Runcie reached across and gripped the woman’s shoulder, grasping her epaulette, which displayed the shiny sergeant’s stripes. ‘Don’t worry, lass . . . it’s all under control.’
She arched her eyebrows and nodded reassuringly. ‘Get his property out and his custody record and get it signed out to him.’
‘I’ll need his signature.’
‘Just mark it, “refused to sign”.’ DC Saul appeared from the back office and gave Runcie a quick thumbs up: the CCTV cameras covering the custody suite had been dealt with. The sergeant unlocked and opened the prisoners’ property cupboard and removed a large, sealed polythene ziplocked bag with the name Sowerbutts on the label. She broke the seal, tipped the few contents on to the desk and made the entry in the record as instructed. Runcie watched her calculatingly. ‘On the custody record itself, put an entry to the effect that the prisoner has been interviewed, denies all offences and, until further evidence is uncovered – or otherwise – has been released without charge. You know the wording.’
The sergeant nodded and complied with a shaking pen.
Runcie looked at Saul. ‘Two-pence pieces?’
Saul shuffled a handful of the copper-coloured coins out on to his palm, four of them and a small ball of Blu-Tack.
Runcie smiled conspiratorially. ‘You know what to do with them.’

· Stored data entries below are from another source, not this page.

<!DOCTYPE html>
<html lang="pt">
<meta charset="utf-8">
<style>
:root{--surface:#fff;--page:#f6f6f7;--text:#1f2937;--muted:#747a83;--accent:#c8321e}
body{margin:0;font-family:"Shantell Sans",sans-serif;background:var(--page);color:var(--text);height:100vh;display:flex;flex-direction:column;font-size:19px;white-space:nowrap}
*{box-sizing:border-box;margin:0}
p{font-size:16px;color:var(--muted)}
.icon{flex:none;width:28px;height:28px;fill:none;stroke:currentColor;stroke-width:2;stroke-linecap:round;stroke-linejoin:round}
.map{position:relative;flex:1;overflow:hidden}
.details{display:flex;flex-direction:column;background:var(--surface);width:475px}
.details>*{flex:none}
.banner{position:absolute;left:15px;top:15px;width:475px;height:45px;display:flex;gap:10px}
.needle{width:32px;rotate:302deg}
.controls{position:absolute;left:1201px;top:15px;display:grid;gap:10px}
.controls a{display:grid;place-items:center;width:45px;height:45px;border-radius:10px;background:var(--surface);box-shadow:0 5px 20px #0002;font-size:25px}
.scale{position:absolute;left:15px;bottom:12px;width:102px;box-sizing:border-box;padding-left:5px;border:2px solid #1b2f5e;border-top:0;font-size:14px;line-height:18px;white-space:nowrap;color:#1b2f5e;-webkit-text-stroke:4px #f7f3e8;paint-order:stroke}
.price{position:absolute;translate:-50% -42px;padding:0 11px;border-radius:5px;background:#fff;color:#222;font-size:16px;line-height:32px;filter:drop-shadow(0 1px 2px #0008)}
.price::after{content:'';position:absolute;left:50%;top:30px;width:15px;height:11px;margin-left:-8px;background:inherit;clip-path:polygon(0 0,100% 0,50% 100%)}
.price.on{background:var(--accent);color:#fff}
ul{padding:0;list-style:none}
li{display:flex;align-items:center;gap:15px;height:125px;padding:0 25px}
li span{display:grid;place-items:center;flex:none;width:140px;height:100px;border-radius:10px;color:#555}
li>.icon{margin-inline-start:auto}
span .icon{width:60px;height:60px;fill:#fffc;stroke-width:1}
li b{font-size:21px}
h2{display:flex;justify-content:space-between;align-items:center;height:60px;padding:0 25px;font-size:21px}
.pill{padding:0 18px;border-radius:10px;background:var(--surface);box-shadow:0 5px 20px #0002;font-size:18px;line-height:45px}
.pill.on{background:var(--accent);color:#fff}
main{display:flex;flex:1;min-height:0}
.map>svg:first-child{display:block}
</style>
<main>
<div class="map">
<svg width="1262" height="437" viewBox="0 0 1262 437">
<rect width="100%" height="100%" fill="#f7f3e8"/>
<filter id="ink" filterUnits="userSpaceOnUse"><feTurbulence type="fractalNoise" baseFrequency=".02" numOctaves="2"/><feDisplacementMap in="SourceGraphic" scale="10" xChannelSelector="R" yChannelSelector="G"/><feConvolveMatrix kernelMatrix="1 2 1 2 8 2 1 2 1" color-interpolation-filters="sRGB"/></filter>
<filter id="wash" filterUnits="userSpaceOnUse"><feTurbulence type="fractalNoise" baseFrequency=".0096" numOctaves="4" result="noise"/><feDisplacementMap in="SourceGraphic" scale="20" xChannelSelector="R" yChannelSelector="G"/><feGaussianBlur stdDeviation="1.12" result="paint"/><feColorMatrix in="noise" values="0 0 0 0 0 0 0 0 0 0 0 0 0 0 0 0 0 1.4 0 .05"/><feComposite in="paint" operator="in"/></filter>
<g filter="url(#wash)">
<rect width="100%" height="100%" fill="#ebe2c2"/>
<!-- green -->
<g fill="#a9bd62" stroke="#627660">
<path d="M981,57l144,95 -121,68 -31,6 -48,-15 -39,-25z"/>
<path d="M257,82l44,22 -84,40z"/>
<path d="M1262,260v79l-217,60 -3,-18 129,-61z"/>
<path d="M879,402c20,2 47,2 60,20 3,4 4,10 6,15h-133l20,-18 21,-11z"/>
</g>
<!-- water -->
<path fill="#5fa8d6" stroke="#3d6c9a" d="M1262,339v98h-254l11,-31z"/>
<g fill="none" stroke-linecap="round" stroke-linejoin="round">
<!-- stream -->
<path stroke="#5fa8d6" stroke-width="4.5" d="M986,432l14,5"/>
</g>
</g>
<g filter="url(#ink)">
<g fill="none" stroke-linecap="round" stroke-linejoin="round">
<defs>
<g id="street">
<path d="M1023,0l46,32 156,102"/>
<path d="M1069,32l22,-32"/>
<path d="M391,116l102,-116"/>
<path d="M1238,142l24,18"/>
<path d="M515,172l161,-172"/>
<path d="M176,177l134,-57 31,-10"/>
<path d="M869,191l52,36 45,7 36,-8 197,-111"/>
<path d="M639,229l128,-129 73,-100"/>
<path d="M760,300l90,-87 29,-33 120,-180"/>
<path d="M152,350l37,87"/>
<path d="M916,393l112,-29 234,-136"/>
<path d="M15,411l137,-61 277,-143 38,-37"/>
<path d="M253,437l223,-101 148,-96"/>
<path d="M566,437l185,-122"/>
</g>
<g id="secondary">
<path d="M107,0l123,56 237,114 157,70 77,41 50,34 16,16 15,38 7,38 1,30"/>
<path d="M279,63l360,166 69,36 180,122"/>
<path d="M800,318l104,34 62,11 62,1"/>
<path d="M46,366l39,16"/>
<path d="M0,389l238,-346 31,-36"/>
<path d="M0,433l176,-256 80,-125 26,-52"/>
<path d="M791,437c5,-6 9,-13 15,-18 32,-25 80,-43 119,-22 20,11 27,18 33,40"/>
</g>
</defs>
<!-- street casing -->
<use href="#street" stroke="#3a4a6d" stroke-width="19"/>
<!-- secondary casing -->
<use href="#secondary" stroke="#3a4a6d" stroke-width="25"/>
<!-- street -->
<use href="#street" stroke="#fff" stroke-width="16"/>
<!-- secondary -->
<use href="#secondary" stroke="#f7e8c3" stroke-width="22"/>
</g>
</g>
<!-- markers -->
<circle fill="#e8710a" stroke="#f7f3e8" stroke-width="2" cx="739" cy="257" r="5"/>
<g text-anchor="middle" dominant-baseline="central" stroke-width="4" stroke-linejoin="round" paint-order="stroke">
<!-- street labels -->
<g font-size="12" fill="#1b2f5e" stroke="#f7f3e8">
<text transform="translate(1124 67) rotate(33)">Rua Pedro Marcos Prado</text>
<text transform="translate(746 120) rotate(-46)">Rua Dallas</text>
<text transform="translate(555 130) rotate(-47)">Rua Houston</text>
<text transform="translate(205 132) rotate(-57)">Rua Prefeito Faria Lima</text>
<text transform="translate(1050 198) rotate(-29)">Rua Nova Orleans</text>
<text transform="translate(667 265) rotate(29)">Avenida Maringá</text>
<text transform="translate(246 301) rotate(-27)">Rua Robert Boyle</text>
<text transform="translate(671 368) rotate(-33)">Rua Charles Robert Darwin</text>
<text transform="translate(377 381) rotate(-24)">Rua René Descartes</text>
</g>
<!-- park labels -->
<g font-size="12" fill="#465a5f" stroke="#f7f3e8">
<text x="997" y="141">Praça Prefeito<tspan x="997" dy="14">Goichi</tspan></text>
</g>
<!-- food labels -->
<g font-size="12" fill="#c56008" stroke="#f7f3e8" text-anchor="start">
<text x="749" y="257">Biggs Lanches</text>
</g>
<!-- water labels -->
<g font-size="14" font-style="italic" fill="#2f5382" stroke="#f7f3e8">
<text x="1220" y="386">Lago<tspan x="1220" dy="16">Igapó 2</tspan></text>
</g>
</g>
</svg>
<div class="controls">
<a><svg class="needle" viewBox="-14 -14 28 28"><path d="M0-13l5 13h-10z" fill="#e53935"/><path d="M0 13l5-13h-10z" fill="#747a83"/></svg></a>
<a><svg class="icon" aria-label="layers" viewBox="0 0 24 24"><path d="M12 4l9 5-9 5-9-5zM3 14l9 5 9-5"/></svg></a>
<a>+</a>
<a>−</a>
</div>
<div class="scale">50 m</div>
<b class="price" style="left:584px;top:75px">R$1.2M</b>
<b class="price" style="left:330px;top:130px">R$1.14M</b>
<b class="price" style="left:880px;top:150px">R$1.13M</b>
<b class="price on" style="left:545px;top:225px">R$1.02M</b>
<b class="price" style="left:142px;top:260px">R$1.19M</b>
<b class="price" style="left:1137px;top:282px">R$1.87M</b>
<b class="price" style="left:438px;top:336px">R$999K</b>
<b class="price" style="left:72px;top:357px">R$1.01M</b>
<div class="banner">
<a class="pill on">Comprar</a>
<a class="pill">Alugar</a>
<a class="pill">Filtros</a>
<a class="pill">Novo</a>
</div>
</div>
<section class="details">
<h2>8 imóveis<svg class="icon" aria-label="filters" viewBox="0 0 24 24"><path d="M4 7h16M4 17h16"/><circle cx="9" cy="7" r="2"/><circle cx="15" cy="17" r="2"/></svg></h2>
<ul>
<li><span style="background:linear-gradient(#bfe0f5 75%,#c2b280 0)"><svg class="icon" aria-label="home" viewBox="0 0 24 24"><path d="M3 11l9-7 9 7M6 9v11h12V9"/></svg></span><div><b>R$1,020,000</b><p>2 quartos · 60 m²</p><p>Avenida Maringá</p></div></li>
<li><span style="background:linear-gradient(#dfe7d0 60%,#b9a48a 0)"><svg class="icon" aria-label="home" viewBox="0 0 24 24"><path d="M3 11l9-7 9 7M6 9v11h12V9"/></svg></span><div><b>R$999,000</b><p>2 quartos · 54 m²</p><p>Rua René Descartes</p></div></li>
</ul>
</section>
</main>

He disappeared into the cell corridor.
Runcie followed a few moments later, then both entered the cell of the injured man.
Saul hoofed him over on to his back and recoiled slightly at the vision of the man’s smashed and flattened face, damaged beyond recognition. ‘Shit. He’s a mess.’ He blew out his cheeks.
‘And a rapist, a child molester and murderer,’ Runcie reminded him.
‘Yeah, yeah,’ he conceded.
‘You take his shoulders, I’ll do the legs.’
Saul was a very long-in-the-tooth detective, just short of the f ifty mark, but was still a big, handy man with good strength across his chest and shoulders. He slid his hands under the prisoner’s armpits and heaved him up while Runcie grabbed his ankles. They began to manoeuvre him out of the cell and down the corridor, carrying him between them like a roll of carpet, leaving a smear of blood the full length of the passageway.
As Runcie shuffled along, she checked each occupied cell and saw that Saul’s two-pence pieces were still in place, effectively blocking each peephole in which the coins were a perfect fit, held in place by the Blu-Tack.
Best, she thought, to have no hostile witnesses.